Start of RECORDS FOR THIS EXERCISE

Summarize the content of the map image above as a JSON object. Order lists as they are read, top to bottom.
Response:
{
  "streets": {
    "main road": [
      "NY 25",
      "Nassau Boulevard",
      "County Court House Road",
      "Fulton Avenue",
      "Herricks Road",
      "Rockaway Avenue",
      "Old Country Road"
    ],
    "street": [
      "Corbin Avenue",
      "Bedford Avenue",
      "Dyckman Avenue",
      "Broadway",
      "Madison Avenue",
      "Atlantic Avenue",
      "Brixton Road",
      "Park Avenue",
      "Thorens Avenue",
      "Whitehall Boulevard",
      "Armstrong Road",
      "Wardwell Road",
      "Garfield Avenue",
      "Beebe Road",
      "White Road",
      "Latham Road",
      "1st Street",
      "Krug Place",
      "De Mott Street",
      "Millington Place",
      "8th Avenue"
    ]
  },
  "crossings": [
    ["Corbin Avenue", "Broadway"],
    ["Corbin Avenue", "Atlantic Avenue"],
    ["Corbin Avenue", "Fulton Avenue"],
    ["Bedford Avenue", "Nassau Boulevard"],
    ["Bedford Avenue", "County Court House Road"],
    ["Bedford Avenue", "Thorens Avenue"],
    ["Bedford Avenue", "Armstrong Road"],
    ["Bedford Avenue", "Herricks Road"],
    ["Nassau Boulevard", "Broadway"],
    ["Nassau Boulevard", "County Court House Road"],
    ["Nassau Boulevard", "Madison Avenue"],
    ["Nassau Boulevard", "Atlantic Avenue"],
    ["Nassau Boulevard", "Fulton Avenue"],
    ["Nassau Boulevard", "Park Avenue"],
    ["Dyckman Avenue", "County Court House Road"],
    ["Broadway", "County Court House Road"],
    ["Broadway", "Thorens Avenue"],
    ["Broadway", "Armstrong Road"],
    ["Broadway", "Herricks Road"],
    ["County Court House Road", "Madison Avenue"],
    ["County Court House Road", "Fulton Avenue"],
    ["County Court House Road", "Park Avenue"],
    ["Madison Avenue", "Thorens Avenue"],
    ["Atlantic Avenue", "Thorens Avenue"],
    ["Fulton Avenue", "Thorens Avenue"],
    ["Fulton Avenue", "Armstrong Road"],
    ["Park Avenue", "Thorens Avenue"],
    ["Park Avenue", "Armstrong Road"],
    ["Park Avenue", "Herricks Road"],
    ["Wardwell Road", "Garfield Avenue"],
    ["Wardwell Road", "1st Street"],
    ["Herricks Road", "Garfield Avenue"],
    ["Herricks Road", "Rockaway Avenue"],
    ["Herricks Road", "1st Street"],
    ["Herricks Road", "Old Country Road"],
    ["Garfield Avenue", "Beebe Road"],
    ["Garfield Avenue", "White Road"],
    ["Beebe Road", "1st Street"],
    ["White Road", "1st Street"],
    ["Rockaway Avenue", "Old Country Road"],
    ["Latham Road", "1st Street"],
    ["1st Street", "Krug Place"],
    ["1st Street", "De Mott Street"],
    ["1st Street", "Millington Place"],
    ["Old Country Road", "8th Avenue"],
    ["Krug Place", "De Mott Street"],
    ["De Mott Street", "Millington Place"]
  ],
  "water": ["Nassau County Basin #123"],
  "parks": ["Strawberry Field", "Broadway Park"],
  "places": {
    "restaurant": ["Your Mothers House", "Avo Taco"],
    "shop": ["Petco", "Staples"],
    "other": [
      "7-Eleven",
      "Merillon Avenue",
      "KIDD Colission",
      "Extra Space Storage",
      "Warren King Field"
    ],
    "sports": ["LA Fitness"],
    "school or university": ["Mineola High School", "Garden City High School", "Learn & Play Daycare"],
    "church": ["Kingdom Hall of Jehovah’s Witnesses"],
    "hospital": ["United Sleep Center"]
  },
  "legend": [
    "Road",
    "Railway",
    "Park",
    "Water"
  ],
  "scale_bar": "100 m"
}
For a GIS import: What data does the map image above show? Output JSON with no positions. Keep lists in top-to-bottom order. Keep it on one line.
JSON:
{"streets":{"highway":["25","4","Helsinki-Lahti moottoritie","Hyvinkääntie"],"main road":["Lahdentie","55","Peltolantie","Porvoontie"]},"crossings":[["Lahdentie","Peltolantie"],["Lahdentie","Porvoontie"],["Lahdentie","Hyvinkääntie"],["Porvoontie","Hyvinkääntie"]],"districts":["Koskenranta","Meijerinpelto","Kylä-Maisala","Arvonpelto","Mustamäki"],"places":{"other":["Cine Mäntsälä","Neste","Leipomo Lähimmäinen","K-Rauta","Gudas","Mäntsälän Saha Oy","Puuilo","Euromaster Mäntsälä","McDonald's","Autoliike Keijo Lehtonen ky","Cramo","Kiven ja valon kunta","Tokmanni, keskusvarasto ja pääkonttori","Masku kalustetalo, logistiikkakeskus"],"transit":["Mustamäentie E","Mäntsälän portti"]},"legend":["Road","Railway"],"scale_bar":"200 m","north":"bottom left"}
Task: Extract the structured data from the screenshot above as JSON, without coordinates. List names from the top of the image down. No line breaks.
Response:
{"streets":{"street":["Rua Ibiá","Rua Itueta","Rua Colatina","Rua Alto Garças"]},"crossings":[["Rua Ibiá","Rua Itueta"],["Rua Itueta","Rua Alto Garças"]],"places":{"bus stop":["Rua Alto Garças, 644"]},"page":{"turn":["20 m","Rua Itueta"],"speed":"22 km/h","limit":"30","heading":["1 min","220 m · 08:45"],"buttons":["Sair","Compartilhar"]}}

End of RECORDS FOR THIS EXERCISE

### PROBLEM
Write out each entry once more, exactly as it was given.

### RESULT FOR THIS TASK
Summarize the content of the map image above as a JSON object. Order lists as they are read, top to bottom.
Response:
{
  "streets": {
    "main road": [
      "NY 25",
      "Nassau Boulevard",
      "County Court House Road",
      "Fulton Avenue",
      "Herricks Road",
      "Rockaway Avenue",
      "Old Country Road"
    ],
    "street": [
      "Corbin Avenue",
      "Bedford Avenue",
      "Dyckman Avenue",
      "Broadway",
      "Madison Avenue",
      "Atlantic Avenue",
      "Brixton Road",
      "Park Avenue",
      "Thorens Avenue",
      "Whitehall Boulevard",
      "Armstrong Road",
      "Wardwell Road",
      "Garfield Avenue",
      "Beebe Road",
      "White Road",
      "Latham Road",
      "1st Street",
      "Krug Place",
      "De Mott Street",
      "Millington Place",
      "8th Avenue"
    ]
  },
  "crossings": [
    ["Corbin Avenue", "Broadway"],
    ["Corbin Avenue", "Atlantic Avenue"],
    ["Corbin Avenue", "Fulton Avenue"],
    ["Bedford Avenue", "Nassau Boulevard"],
    ["Bedford Avenue", "County Court House Road"],
    ["Bedford Avenue", "Thorens Avenue"],
    ["Bedford Avenue", "Armstrong Road"],
    ["Bedford Avenue", "Herricks Road"],
    ["Nassau Boulevard", "Broadway"],
    ["Nassau Boulevard", "County Court House Road"],
    ["Nassau Boulevard", "Madison Avenue"],
    ["Nassau Boulevard", "Atlantic Avenue"],
    ["Nassau Boulevard", "Fulton Avenue"],
    ["Nassau Boulevard", "Park Avenue"],
    ["Dyckman Avenue", "County Court House Road"],
    ["Broadway", "County Court House Road"],
    ["Broadway", "Thorens Avenue"],
    ["Broadway", "Armstrong Road"],
    ["Broadway", "Herricks Road"],
    ["County Court House Road", "Madison Avenue"],
    ["County Court House Road", "Fulton Avenue"],
    ["County Court House Road", "Park Avenue"],
    ["Madison Avenue", "Thorens Avenue"],
    ["Atlantic Avenue", "Thorens Avenue"],
    ["Fulton Avenue", "Thorens Avenue"],
    ["Fulton Avenue", "Armstrong Road"],
    ["Park Avenue", "Thorens Avenue"],
    ["Park Avenue", "Armstrong Road"],
    ["Park Avenue", "Herricks Road"],
    ["Wardwell Road", "Garfield Avenue"],
    ["Wardwell Road", "1st Street"],
    ["Herricks Road", "Garfield Avenue"],
    ["Herricks Road", "Rockaway Avenue"],
    ["Herricks Road", "1st Street"],
    ["Herricks Road", "Old Country Road"],
    ["Garfield Avenue", "Beebe Road"],
    ["Garfield Avenue", "White Road"],
    ["Beebe Road", "1st Street"],
    ["White Road", "1st Street"],
    ["Rockaway Avenue", "Old Country Road"],
    ["Latham Road", "1st Street"],
    ["1st Street", "Krug Place"],
    ["1st Street", "De Mott Street"],
    ["1st Street", "Millington Place"],
    ["Old Country Road", "8th Avenue"],
    ["Krug Place", "De Mott Street"],
    ["De Mott Street", "Millington Place"]
  ],
  "water": ["Nassau County Basin #123"],
  "parks": ["Strawberry Field", "Broadway Park"],
  "places": {
    "restaurant": ["Your Mothers House", "Avo Taco"],
    "shop": ["Petco", "Staples"],
    "other": [
      "7-Eleven",
      "Merillon Avenue",
      "KIDD Colission",
      "Extra Space Storage",
      "Warren King Field"
    ],
    "sports": ["LA Fitness"],
    "school or university": ["Mineola High School", "Garden City High School", "Learn & Play Daycare"],
    "church": ["Kingdom Hall of Jehovah’s Witnesses"],
    "hospital": ["United Sleep Center"]
  },
  "legend": [
    "Road",
    "Railway",
    "Park",
    "Water"
  ],
  "scale_bar": "100 m"
}
For a GIS import: What data does the map image above show? Output JSON with no positions. Keep lists in top-to-bottom order. Keep it on one line.
JSON:
{"streets":{"highway":["25","4","Helsinki-Lahti moottoritie","Hyvinkääntie"],"main road":["Lahdentie","55","Peltolantie","Porvoontie"]},"crossings":[["Lahdentie","Peltolantie"],["Lahdentie","Porvoontie"],["Lahdentie","Hyvinkääntie"],["Porvoontie","Hyvinkääntie"]],"districts":["Koskenranta","Meijerinpelto","Kylä-Maisala","Arvonpelto","Mustamäki"],"places":{"other":["Cine Mäntsälä","Neste","Leipomo Lähimmäinen","K-Rauta","Gudas","Mäntsälän Saha Oy","Puuilo","Euromaster Mäntsälä","McDonald's","Autoliike Keijo Lehtonen ky","Cramo","Kiven ja valon kunta","Tokmanni, keskusvarasto ja pääkonttori","Masku kalustetalo, logistiikkakeskus"],"transit":["Mustamäentie E","Mäntsälän portti"]},"legend":["Road","Railway"],"scale_bar":"200 m","north":"bottom left"}
Task: Extract the structured data from the screenshot above as JSON, without coordinates. List names from the top of the image down. No line breaks.
Response:
{"streets":{"street":["Rua Ibiá","Rua Itueta","Rua Colatina","Rua Alto Garças"]},"crossings":[["Rua Ibiá","Rua Itueta"],["Rua Itueta","Rua Alto Garças"]],"places":{"bus stop":["Rua Alto Garças, 644"]},"page":{"turn":["20 m","Rua Itueta"],"speed":"22 km/h","limit":"30","heading":["1 min","220 m · 08:45"],"buttons":["Sair","Compartilhar"]}}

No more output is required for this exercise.